--- START ---

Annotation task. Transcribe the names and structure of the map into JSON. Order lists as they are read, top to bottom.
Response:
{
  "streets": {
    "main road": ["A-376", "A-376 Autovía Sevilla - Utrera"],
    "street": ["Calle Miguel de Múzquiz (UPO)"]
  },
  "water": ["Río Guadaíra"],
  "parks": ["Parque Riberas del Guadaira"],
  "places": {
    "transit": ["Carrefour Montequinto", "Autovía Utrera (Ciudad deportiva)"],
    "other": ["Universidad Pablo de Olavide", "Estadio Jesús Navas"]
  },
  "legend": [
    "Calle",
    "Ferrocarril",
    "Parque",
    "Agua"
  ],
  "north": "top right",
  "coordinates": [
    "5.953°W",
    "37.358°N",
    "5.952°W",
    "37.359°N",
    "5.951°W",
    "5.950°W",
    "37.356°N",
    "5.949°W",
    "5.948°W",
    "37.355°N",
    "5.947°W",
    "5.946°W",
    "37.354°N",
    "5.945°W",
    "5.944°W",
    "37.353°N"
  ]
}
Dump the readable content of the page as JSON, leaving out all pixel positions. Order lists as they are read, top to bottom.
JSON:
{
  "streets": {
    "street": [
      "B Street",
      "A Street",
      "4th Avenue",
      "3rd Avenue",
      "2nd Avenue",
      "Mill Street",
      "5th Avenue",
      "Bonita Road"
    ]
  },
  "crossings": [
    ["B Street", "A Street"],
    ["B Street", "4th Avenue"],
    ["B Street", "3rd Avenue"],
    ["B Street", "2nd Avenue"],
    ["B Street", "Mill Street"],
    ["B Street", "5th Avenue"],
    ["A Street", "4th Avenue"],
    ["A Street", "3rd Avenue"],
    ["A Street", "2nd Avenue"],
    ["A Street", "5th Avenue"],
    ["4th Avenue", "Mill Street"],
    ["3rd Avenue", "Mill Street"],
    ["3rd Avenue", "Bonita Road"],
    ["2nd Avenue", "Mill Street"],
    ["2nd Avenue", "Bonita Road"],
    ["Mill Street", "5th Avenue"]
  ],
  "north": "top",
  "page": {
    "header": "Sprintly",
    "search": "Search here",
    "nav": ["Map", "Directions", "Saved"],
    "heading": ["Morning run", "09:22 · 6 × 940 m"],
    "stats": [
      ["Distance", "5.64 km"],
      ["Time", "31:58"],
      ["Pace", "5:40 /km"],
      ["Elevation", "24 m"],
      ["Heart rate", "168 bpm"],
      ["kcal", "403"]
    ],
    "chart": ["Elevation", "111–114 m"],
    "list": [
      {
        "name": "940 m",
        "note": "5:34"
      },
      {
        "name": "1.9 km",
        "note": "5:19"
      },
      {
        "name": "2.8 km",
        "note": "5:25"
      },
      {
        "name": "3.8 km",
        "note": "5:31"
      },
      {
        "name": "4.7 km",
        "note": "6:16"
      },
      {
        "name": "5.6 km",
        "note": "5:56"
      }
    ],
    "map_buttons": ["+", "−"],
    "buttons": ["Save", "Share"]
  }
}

--- END ---

## Your assignment
After reading the listing above, print each line back exactly.

## Exercise result
Annotation task. Transcribe the names and structure of the map into JSON. Order lists as they are read, top to bottom.
Response:
{
  "streets": {
    "main road": ["A-376", "A-376 Autovía Sevilla - Utrera"],
    "street": ["Calle Miguel de Múzquiz (UPO)"]
  },
  "water": ["Río Guadaíra"],
  "parks": ["Parque Riberas del Guadaira"],
  "places": {
    "transit": ["Carrefour Montequinto", "Autovía Utrera (Ciudad deportiva)"],
    "other": ["Universidad Pablo de Olavide", "Estadio Jesús Navas"]
  },
  "legend": [
    "Calle",
    "Ferrocarril",
    "Parque",
    "Agua"
  ],
  "north": "top right",
  "coordinates": [
    "5.953°W",
    "37.358°N",
    "5.952°W",
    "37.359°N",
    "5.951°W",
    "5.950°W",
    "37.356°N",
    "5.949°W",
    "5.948°W",
    "37.355°N",
    "5.947°W",
    "5.946°W",
    "37.354°N",
    "5.945°W",
    "5.944°W",
    "37.353°N"
  ]
}
Dump the readable content of the page as JSON, leaving out all pixel positions. Order lists as they are read, top to bottom.
JSON:
{
  "streets": {
    "street": [
      "B Street",
      "A Street",
      "4th Avenue",
      "3rd Avenue",
      "2nd Avenue",
      "Mill Street",
      "5th Avenue",
      "Bonita Road"
    ]
  },
  "crossings": [
    ["B Street", "A Street"],
    ["B Street", "4th Avenue"],
    ["B Street", "3rd Avenue"],
    ["B Street", "2nd Avenue"],
    ["B Street", "Mill Street"],
    ["B Street", "5th Avenue"],
    ["A Street", "4th Avenue"],
    ["A Street", "3rd Avenue"],
    ["A Street", "2nd Avenue"],
    ["A Street", "5th Avenue"],
    ["4th Avenue", "Mill Street"],
    ["3rd Avenue", "Mill Street"],
    ["3rd Avenue", "Bonita Road"],
    ["2nd Avenue", "Mill Street"],
    ["2nd Avenue", "Bonita Road"],
    ["Mill Street", "5th Avenue"]
  ],
  "north": "top",
  "page": {
    "header": "Sprintly",
    "search": "Search here",
    "nav": ["Map", "Directions", "Saved"],
    "heading": ["Morning run", "09:22 · 6 × 940 m"],
    "stats": [
      ["Distance", "5.64 km"],
      ["Time", "31:58"],
      ["Pace", "5:40 /km"],
      ["Elevation", "24 m"],
      ["Heart rate", "168 bpm"],
      ["kcal", "403"]
    ],
    "chart": ["Elevation", "111–114 m"],
    "list": [
      {
        "name": "940 m",
        "note": "5:34"
      },
      {
        "name": "1.9 km",
        "note": "5:19"
      },
      {
        "name": "2.8 km",
        "note": "5:25"
      },
      {
        "name": "3.8 km",
        "note": "5:31"
      },
      {
        "name": "4.7 km",
        "note": "6:16"
      },
      {
        "name": "5.6 km",
        "note": "5:56"
      }
    ],
    "map_buttons": ["+", "−"],
    "buttons": ["Save", "Share"]
  }
}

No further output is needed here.